-- Excerpted records follows --

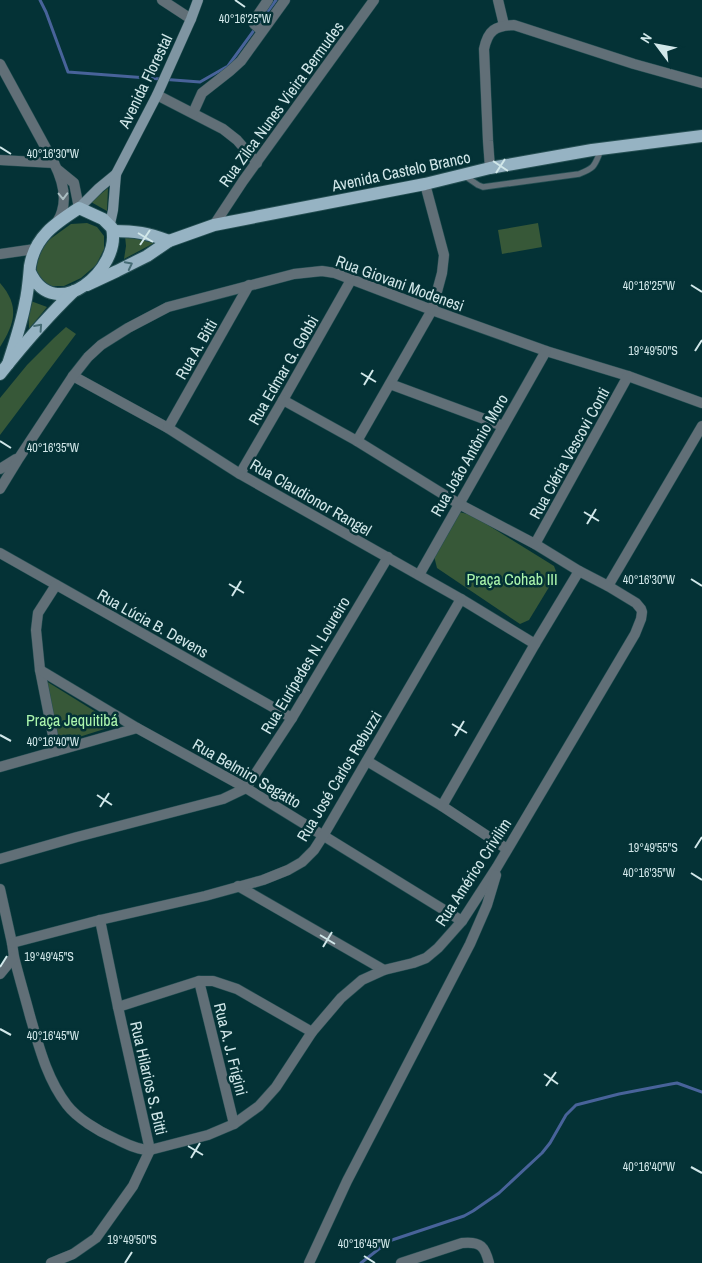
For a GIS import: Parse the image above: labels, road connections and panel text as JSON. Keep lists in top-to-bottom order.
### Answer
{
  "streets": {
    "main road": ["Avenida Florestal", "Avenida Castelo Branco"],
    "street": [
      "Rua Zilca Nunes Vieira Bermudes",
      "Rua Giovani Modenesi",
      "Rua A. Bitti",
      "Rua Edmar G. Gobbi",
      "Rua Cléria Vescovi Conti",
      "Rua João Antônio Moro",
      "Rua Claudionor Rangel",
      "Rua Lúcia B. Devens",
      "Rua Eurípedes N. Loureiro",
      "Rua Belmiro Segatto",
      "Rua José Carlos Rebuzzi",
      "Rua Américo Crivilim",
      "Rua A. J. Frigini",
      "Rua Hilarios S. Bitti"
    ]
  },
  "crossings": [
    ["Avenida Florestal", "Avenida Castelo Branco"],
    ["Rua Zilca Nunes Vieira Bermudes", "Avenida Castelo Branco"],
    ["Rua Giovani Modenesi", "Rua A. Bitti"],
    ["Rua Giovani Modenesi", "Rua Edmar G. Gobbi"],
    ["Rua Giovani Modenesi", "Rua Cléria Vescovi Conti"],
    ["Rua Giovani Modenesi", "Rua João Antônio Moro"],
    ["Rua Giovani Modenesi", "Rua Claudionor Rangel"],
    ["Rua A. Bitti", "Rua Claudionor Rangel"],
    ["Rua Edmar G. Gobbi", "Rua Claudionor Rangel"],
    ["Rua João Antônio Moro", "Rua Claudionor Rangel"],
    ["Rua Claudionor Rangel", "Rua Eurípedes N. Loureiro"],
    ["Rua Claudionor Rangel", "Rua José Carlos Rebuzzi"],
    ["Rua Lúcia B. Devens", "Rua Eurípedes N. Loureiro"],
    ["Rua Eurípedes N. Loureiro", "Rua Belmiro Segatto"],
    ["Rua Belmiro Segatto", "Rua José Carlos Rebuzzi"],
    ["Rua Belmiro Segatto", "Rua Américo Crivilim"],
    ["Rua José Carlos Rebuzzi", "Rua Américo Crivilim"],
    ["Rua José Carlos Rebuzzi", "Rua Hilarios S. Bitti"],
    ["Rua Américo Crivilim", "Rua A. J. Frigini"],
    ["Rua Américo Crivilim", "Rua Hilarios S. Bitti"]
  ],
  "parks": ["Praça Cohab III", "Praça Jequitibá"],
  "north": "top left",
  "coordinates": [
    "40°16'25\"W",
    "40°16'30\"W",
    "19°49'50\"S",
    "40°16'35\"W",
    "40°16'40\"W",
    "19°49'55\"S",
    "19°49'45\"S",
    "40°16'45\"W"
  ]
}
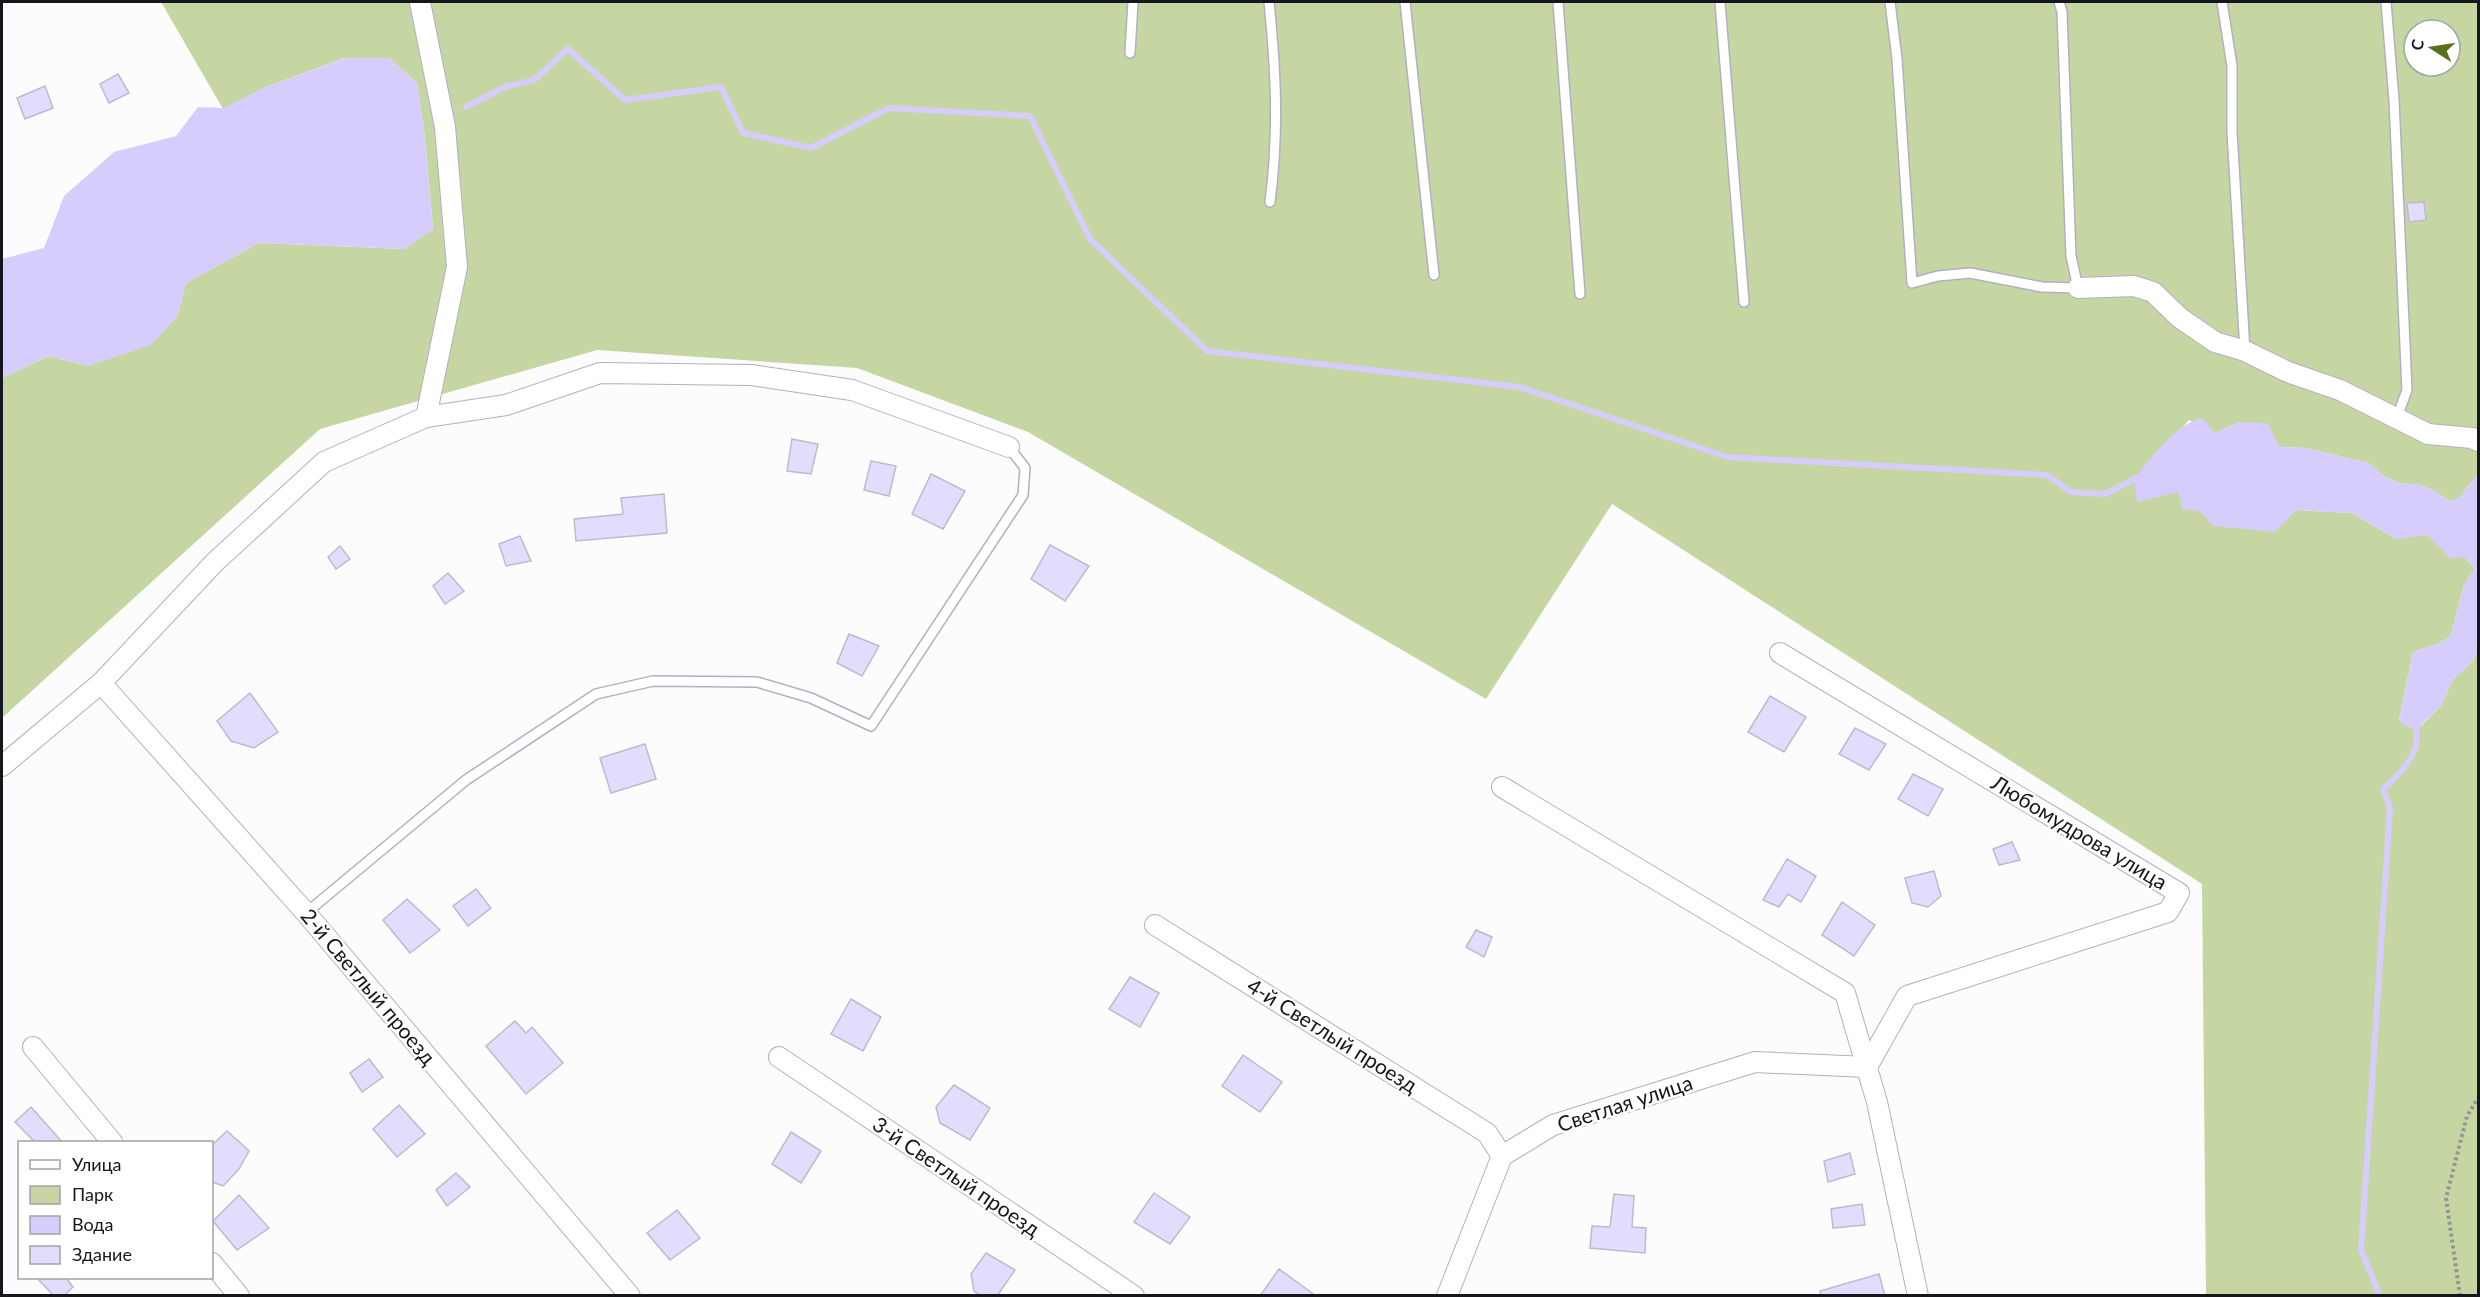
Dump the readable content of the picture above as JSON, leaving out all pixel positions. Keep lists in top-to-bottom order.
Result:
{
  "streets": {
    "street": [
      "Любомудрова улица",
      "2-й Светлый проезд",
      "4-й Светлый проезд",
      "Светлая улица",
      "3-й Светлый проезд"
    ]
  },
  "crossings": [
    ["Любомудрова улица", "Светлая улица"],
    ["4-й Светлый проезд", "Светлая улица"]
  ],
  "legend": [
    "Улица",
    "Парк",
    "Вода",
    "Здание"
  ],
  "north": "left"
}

-- Excerpted records concluded --

# [Assignment]
Starting at the line that contains "Dump the readable", reproduce each line through the end of the records exactly, both ends included.

# [Completed exercise]
Dump the readable content of the picture above as JSON, leaving out all pixel positions. Keep lists in top-to-bottom order.
Result:
{
  "streets": {
    "street": [
      "Любомудрова улица",
      "2-й Светлый проезд",
      "4-й Светлый проезд",
      "Светлая улица",
      "3-й Светлый проезд"
    ]
  },
  "crossings": [
    ["Любомудрова улица", "Светлая улица"],
    ["4-й Светлый проезд", "Светлая улица"]
  ],
  "legend": [
    "Улица",
    "Парк",
    "Вода",
    "Здание"
  ],
  "north": "left"
}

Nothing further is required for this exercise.